A python program designed to automatically generate and update CVs
Clone or download

README.md

CVRoller

This is a script designed to be a generic automatic document compiling language, with an eye on catering to the creation of CVs.

The goal is to have a format for writing document layout structures and data (including from spreadsheet, JSON, .bib, or sites like ORCID or PubMed), then reading in both and spitting out any number of varieties of CV (including website, PDF, and Word).

This project is pretty much ready to go, although there are a few minor features to be filled in, and it currently requires learning the layout language to use. Eventually the goal is to have a system that's easy to use without having to learn too much.

For an explanation of how the CV layout language works, see LayoutInstructions.md. For an explanation on how to put together the CV data file, see CVDataInstructions.md. To figure out how to write your own HTML/CSS or LaTeX theme for CVRoller, see ThemeInstructions.md.

How to Use CVRoller

  1. Ensure that you have installed Python, as well as the citeproc-py and pypandoc packages (both available via pip). pypandoc also requires that you install pandoc, which can be installed separately, done with the pypandoc package itself (see help(pypandoc)), or if you install pypandoc from Anaconda, pandoc will be automatically installed.
  2. If you want to output PDF files, also ensure that you have installed a LaTeX-to-PDF processor like PDFLatex. The processor should be callable from the command line (which hopefully should be set up automatically when you install LaTeX!). Similarly, if you want to use ORCID to get your citations, make sure you have the orcid package installed (also available via pip).
  3. Read the Instruction files LayoutInstructions.md and CVDataInstructions.md to see how to construct your CVRoller Layout file and your file(s) of CV data. Also see the files in the bells_and_whistles_example and simple_example folders for guidance. bells_and_whistles includes pretty much every feature CVRoller has to offer, so you can see how everything works, but it's a bit of a mess. simple_example is a lot more like what your own CV file is likely to look like.
  4. Create a CVRoller Layout file and save it. Put it in a folder.
  5. Create any data files you may want - spreadsheets, JSON files, .bib, profile images, themes (check the "themes" folder for some options) etc., and put them in the same folder.
  6. Open up CVRoller.py in a Python instance. Go to lines 35 and 36 and tell CVRoller the name of the folder your stuff is in (this can be set to layoutfolder = '' if CVRoller.py is in the same folder as your stuff), and the name of your layout file (by default layoutfile = 'layout.txt'. By default, if you download the whole repo, this is set to run the example in the simple_example folder.
  7. Run CVRoller.py! It will output all finished files to the directory specified in layoutfolder on line 35.
  8. Note that if you're creating a PDF file and you successfully make some .tex output but there's no PDF, try opening the .tex in a LaTeX editor and compiling directly. It will give you more detailed error messages than CVRoller can. One I've run into is not being able to locate fontawesome. This can be fixed by uninstalling the fontawesome package and re-installing it as a non-administrator. Another is characters in the original data that LaTeX can't parse, which can be fixed by using more standard characters in the original data.

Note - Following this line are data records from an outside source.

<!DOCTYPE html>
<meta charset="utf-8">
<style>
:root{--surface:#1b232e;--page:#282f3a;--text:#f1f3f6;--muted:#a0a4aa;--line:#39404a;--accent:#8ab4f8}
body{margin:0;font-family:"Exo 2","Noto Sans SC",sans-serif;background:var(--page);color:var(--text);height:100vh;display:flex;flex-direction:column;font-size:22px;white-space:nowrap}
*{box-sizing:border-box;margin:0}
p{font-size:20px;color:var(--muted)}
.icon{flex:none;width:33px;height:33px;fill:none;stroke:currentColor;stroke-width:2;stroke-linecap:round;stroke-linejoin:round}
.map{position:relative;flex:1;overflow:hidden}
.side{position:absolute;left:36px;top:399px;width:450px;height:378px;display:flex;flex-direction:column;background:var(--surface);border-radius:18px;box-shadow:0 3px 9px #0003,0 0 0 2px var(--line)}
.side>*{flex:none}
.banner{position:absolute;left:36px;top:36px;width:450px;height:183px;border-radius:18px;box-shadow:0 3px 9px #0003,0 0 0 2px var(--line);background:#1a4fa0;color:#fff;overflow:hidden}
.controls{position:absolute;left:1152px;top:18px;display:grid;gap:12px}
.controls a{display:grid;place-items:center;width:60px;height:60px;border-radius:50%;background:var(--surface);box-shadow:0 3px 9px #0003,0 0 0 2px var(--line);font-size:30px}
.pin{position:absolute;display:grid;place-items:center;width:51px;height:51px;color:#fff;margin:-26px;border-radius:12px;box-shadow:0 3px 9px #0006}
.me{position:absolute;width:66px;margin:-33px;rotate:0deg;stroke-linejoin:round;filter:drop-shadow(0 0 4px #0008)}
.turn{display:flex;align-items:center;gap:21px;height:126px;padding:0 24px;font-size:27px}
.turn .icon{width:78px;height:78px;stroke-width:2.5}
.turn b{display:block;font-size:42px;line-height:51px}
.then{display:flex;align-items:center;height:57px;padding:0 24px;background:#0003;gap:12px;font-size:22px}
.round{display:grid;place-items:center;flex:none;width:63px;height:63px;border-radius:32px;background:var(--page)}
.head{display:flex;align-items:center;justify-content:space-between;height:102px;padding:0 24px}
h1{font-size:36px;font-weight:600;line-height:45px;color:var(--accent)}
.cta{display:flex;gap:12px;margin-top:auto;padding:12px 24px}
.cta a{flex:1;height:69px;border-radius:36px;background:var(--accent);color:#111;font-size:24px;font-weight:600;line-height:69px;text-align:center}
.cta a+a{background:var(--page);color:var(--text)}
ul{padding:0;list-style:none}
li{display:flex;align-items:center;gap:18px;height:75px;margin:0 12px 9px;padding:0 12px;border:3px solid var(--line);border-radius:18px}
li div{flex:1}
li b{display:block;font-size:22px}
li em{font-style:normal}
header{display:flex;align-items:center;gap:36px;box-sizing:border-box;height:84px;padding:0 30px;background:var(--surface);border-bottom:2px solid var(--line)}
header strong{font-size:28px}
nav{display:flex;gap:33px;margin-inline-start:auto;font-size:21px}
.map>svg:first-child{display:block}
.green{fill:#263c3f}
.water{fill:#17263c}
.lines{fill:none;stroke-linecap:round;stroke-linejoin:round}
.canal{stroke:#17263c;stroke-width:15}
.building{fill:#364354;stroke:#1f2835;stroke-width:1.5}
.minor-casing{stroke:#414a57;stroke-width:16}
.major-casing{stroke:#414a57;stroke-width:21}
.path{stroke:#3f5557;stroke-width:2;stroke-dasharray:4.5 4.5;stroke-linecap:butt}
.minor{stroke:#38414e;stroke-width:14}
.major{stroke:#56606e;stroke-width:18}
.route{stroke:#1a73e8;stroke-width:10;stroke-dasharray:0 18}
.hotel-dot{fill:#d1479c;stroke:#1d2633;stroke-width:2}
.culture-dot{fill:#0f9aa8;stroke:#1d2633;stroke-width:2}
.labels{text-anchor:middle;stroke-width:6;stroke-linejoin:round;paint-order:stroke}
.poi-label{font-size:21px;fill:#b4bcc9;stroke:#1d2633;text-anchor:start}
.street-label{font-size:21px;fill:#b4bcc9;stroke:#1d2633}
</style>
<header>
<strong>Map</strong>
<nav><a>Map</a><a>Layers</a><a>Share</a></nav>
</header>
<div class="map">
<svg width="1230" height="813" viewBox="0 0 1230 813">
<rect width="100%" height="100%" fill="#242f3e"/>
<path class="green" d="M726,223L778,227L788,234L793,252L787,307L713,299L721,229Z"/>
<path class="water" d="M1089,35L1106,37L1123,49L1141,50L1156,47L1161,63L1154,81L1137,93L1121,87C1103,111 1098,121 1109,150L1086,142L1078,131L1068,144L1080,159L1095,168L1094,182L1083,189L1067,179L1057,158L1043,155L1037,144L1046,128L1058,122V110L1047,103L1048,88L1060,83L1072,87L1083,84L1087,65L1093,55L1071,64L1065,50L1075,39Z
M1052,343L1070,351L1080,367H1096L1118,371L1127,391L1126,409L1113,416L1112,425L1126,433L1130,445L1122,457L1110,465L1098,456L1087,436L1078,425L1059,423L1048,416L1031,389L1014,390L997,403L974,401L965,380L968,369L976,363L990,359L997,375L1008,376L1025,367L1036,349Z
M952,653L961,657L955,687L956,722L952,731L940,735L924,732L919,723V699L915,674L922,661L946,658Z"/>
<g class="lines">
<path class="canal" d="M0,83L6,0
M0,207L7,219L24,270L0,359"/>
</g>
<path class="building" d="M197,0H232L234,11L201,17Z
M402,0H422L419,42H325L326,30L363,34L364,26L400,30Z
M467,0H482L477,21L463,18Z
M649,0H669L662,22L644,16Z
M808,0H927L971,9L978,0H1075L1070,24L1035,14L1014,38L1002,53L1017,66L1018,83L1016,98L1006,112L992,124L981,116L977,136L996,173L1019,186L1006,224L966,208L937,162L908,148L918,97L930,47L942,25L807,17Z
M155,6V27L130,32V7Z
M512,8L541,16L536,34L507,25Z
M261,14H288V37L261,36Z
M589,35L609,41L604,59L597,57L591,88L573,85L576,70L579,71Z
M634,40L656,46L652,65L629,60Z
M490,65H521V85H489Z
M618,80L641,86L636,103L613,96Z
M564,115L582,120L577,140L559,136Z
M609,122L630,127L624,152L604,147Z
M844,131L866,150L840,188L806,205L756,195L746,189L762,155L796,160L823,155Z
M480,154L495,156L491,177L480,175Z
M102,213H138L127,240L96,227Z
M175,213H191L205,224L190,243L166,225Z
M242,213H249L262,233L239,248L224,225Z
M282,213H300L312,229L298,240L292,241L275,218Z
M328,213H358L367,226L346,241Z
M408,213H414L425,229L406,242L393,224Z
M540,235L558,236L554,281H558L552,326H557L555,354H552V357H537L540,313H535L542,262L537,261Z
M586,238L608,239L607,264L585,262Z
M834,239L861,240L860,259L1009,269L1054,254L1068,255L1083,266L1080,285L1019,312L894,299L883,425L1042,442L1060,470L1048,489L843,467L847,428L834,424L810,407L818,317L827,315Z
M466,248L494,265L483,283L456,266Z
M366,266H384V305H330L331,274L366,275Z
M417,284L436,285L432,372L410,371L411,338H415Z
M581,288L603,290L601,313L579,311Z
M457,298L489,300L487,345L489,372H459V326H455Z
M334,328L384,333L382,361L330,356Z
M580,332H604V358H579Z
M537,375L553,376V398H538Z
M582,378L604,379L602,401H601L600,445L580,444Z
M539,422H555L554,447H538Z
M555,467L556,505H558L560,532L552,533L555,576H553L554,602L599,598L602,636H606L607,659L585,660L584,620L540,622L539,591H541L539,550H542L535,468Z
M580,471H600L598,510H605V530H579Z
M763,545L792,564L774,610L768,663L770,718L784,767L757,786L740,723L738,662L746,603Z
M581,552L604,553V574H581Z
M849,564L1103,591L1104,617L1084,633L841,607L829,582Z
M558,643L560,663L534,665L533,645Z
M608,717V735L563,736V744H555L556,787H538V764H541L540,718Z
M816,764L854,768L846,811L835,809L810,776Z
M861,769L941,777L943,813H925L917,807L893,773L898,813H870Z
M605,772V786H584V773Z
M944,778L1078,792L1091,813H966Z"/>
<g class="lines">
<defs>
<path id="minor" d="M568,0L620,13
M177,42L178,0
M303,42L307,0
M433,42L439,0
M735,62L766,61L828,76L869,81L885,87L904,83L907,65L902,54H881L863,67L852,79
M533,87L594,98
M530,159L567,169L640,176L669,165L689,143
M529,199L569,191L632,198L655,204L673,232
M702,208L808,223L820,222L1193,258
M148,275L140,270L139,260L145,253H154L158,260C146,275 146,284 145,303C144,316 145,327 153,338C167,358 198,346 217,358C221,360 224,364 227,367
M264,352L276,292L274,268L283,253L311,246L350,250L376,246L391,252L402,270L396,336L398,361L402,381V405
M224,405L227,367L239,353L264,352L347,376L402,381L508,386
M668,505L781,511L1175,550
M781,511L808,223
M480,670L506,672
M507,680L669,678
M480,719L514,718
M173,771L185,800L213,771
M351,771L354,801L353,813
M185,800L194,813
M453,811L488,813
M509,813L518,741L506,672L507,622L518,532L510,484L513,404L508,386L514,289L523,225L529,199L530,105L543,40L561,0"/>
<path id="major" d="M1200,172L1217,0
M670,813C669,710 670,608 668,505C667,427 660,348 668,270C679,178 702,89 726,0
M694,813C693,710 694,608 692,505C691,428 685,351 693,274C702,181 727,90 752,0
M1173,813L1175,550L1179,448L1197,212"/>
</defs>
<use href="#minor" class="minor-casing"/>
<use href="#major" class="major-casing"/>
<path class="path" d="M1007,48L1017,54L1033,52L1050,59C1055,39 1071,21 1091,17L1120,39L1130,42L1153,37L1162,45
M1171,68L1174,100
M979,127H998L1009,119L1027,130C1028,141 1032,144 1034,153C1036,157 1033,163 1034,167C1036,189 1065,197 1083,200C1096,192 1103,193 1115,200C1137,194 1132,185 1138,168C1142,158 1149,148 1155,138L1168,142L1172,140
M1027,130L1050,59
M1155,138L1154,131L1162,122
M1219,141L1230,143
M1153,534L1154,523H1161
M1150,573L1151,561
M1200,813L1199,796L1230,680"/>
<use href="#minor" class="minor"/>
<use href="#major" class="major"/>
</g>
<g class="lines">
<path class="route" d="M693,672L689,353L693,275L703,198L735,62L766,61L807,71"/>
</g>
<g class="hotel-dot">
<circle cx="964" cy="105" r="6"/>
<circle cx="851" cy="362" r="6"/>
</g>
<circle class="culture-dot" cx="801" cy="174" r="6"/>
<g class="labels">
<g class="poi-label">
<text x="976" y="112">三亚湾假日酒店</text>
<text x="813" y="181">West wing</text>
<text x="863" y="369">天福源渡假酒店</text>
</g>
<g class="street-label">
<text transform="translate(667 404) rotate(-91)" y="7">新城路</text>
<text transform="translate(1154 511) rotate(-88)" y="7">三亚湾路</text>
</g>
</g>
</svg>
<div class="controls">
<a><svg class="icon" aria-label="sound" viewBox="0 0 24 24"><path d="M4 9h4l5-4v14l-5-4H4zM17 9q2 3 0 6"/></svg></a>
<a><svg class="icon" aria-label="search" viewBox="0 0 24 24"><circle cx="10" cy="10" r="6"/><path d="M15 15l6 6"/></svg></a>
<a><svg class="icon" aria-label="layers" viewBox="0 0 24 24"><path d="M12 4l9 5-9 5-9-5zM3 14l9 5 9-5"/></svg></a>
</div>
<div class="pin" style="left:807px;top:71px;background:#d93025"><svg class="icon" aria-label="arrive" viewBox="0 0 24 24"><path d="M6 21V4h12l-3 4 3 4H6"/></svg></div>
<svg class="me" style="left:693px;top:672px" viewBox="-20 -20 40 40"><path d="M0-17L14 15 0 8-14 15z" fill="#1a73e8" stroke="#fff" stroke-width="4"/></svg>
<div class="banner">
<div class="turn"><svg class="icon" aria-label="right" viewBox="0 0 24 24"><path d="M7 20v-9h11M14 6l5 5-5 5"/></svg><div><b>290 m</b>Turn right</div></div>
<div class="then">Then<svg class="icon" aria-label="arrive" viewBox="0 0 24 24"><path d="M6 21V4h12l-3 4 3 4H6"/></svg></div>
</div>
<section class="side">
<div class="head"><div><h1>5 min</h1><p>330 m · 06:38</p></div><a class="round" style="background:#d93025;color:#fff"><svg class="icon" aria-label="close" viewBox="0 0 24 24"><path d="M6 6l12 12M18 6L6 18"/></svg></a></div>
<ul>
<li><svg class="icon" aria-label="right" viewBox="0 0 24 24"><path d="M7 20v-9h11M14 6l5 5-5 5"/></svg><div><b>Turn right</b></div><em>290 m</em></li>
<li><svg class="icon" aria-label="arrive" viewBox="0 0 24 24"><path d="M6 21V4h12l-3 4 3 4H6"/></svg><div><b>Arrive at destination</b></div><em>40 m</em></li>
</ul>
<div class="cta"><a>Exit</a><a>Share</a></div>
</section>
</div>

Near Term Fixes and Features

Makin' Progress! Fixes/Features Added Since First Commit

  • Allow layout file to have two different versions of the same-named section
  • Improve method for reading in options and layout structure
  • From first-pass code turn important features into callable functions for later flexibility
  • Allow structure file to have comments; omit lines starting with comment character(s?) and update Layout Instructions to match
  • Allow sections to have their own data-in files (especially .bib for citations), then append that data to the main data already read in before processing.
  • Allow data to be read in from JSON or other format rather than spreadsheet
  • Add CSV import
  • Allow commas in version options
  • Import citations from .bib or JSON, format them, order them, display them.
  • Turn 'meat' construction into callable functions for flexibility.
  • Add LaTeX-out
  • Fix many, many LaTeX conversion oddities from pypandoc.
  • Suppress citeproc-py warnings for unsupported fields when reading in bibtex files
  • Allow version-specific options within a section
  • Allow comments that don't start on the first character of the line
  • Allow more generic PDF generation without moderncv
  • Allow citation import from PubMed, Crossref,and ORCID.

Features that are Completed but Need Testing

  • JSON citation input
  • LaTeX item types other than cvitem
  • LaTeX themes and most options for those themes
  • LaTeX PDF processors other than pdflatex
  • Input files that have various different encodings
  • Are there any HTML tags in CSL citation formatting that need to be changed back to Markdown? <i> and <b> already changed back. But are there others?

Small Fixes/Features to Come

  • Currently has heavy reliance on layout file ending lines with \n. Be more flexible
  • Add Word-out
  • Put in way of locating layout file other than the placeholder hardcoding.
  • Figure out way to allow tables without headers. This should be possible through pandoc with the simple_tables or multiline_tables options but this hasn't been tried yet.
  • Figure out the escaping on ##format arguments in non-moderncv PDF themes. For now it is but a mystery.
  • Handle the ORCID id/secret in an easier way than requiring that it be put in in the layout file.
  • Allowing citations from multiple different arguments (i.e. a doi option AND a bib option).
  • There's not a way to get a list of someone's PMID's from some sort of repository, is there, like ORCID for DOIs?

Medium/Far Term Fixes and Features to Come

  • Add scheduler so that if run on a server, will regularly check for updates to data and re-generate files
  • Add uploader or FTP so that the generated CVs can be automatically uploaded to a website
  • Program/website that makes it easy to generate layout files so people don't have to learn the language
  • Program/website that makes it easy to generate CV data file
  • Program/website that lets you make an account and just put all the info on there so it can run

Original Planned Additions Perhaps Abandoned or Not a Problem

  • Allow other spreadsheet formats <- maybe not necessary, allows CSV, Excel, JSON already
  • Current implementation uses pandas to read in data as strings, which turns missings into the actual string 'nan'. Is that the best way?
  • Is there a better way of getting line breaks from the layout and data files than forcing people to write \br and turning it into space-space-\n?
  • Figure out how to import and use CSL files without having to write them to disk
  • Use pypandoc.download_pandoc to install pandoc if it isn't already.